CADMOS6 (CoursewAre Development Methodology for Open instructional Systems) is a graphical editor aimed at teachers with basic computer skills and knowledge of learning standards (Katsamani & Retalis 2011). Its main purpose is to make it easy for teachers who are not experts in learning design to create and share learning designs and to enact them in a real environment. CADMOS proposes a “separation of concerns” approach for the learning design process, which stems from the principles of Web engineering (Papasalouros, Retalis, & Papaspyrou 2004; Rossi et al. 2008). In accordance with this approach, the designer creates two different models:

A conceptual model, which describes the learning activities in which the different roles are involved, and the corresponding learning resources and services;

A flow model, which describes the orchestration of the learning activities.

CADMOS guides the teacher-designer through an initial screen about metadata for the learning design as a whole (title, description, learning goals, prerequisites and roles). Next, in the main design canvas screen, the teacher uses drag-and-drop methods to create the two models. Finally, they can export the resulting design in IMS-LD level B format (Katsamani & Retalis 2011).

In CADMOS, the teacher can define simple and composite activities; however, in modelling the “healthy eating” lesson, we only defined simple activities. The conceptual model of the lesson, which is shown in Figure 5, has 14 activities: for example, “Each student watches a video and asks questions”, “The teacher presents different inquiry methods” and “Each group chooses a question and sends it to an expert”. We defined metadata for each activity, including title, description, goal, the roles performing it and the activity type (e.g. informative, communicative or assessment). At any time, the teacher-designer can view statistics of the different kinds of activities that have been used so far.

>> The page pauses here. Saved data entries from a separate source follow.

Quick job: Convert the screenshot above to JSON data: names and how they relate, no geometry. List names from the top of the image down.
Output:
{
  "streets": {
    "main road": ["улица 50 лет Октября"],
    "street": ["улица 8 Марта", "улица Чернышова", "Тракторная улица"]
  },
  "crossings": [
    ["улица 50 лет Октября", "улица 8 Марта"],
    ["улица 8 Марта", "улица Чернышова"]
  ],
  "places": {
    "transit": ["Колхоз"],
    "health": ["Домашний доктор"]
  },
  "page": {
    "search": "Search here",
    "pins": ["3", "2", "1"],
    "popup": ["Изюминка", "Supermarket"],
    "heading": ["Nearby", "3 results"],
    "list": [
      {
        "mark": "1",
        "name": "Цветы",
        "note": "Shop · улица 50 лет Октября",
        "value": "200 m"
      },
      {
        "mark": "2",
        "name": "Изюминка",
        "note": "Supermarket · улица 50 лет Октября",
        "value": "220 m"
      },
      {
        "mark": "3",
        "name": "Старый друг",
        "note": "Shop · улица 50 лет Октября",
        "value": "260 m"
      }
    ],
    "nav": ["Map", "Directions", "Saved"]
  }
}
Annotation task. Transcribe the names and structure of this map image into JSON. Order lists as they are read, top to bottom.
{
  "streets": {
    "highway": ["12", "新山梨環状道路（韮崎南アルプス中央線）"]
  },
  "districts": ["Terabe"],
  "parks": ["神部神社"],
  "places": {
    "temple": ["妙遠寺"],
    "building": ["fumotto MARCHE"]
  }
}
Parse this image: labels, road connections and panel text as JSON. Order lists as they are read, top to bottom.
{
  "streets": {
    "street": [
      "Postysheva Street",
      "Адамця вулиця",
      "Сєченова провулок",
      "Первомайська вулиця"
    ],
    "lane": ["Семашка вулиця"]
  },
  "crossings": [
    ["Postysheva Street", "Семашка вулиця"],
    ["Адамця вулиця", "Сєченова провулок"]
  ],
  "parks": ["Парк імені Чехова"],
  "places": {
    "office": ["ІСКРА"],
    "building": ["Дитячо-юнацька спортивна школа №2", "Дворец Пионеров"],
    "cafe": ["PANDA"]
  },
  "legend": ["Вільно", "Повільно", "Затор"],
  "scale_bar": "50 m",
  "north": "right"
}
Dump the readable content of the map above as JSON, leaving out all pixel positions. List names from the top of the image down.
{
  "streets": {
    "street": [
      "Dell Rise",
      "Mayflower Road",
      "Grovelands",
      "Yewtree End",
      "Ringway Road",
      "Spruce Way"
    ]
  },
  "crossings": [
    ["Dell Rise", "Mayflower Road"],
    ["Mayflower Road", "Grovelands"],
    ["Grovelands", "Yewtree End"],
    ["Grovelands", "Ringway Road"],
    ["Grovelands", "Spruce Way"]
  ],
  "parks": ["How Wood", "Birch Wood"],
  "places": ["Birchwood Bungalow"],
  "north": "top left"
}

We also associated resources with each activity (see Figure 5) and specified metadata for each one, including title, author, description and resource file.

CADMOS conceptual model of the “healthy eating” lesson, showing activities (middle row) and resources (bottom row).

The flow model of the lesson, which we created next, is shown in Figure 6. In this model, activities are set in vertical “swim lanes” in chronological order and have been divided into seven phases (i.e. sets of activities), as suggested by the original description of the lesson.

CADMOS flow model of the “healthy eating” lesson, showing the flow of activities for each role.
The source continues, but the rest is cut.